Weg mit dem FrustGesundheitstipps für Fachkräfte in der Kita

Weg mit dem Frust
© Martina Stöberl, Krailling

Boxgymnastik

Lassen Sie mal richtig Dampf ab und hauen Sie kräftig in einen Boxsack oder auf ein Polster! Ganz egal, ob Sie einen Boxsack zur Verfügung haben, zu zweit mit Boxpratzen üben oder auf der Stelle tänzelnd Punches und Haken in die Luft verteilen: 60 Sekunden reichen aus, sich körperlich auszupowern. Damit erleben Sie sich aktiv und handlungsfähig. Danach stellt sich meist schon ein Moment der inneren Ruhe ein.

Auf einer Stelle flitzen

Bei Stress ist der menschliche Körper im Aktivierungsmodus „Flucht oder Angriff“. Nutzen Sie diese Energien für kurze Sprints und bauen Sie so Anspannung ab. Heben Sie die Füße und beginnen Sie, langsam auf der Stelle zu laufen. Nun steigern Sie die Frequenz, bis Sie – immer noch auf der Stelle laufend – ein schnelles Tempo erreichen. Nehmen Sie die Arme dabei mit. 30 Sekunden genügen, um außer Atem zu kommen.

Den Wind anschreien

Während der Coronapandemie haben sich in den Niederlanden Gruppen zusammengefunden, die ihrer Anspannung „Luft machen“ und am Meer den Wind anschreien. Die Idee ist, mit einem lauten Schrei von innen heraus die körperliche Anspannung zu lösen. Dabei dürfen Sie die Arme weit zur Seite nehmen und den Brustkorb öffnen. Die Lungen werden tief belüftet und der ganze Körper mit Sauerstoff versorgt. Ist der Körper dann entspannt, freut sich der Kopf. Dies geht überall in der Natur und überall dort, wo Sie niemanden stören.

Seien Sie albern, lachen Sie!

Lachen löst die Anspannung. Wenn Ihnen nicht nach Lachen zumute ist, singen Sie, tanzen Sie, gönnen Sie sich Albernheiten und toben Sie ausgelassen umher – zum Beispiel mit den Kindern. Verausgaben Sie sich körperlich, bis Sie aus der Puste kommen. Und beginnen Sie, über sich selbst zu lachen. Mit dem gewonnen Abstand zu Problemen werden Sie sich weniger gestresst fühlen und können Sie Ihre Gedanken wieder selbstbestimmt lenken.

Den Ärger weghüpfen

Mit „Schlittschuh-Sprüngen“ können Sie sich selbst, Beinmuskulatur und Herzkreislaufsystem in Fahrt bringen: Machen Sie auf dem rechten Fuß stehend einen großen Sprung zur linken Seite und landen Sie stabil auf dem linken Fuß. Machen Sie dann wieder einen Seitsprung nach rechts und kommen Sie auf dem rechten Fuß zum Stehen. Nehmen Sie die Arme gegengleich mit. Springen Sie zehn Mal hintereinander und wiederholen Sie dies zwei Mal.
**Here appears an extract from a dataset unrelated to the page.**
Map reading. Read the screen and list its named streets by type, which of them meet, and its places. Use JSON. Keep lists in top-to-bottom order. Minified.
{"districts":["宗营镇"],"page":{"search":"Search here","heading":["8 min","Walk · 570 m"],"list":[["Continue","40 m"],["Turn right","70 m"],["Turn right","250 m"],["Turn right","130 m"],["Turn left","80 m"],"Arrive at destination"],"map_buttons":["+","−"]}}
Raus aus dem Kopf und rein in den Körper

Bewusstes Atmen kann dabei helfen, den eigenen Körper wieder zu spüren und den Geist zu beruhigen. Stellen Sie sich hin und atmen Sie tief durch die Nase ein. Nehmen Sie wahr, wie sich der Bauch leicht nach vorne wölbt und der Brustkorb weitet. Atmen Sie langsam durch Mund und Nase aus und senken Sie den Bauch wieder. Behalten Sie die Zwerchfellatmung einige Minuten bei. Bewusstes Atmen hilft dabei, negative Gefühle wegzuatmen; Körper und Geist regenerieren.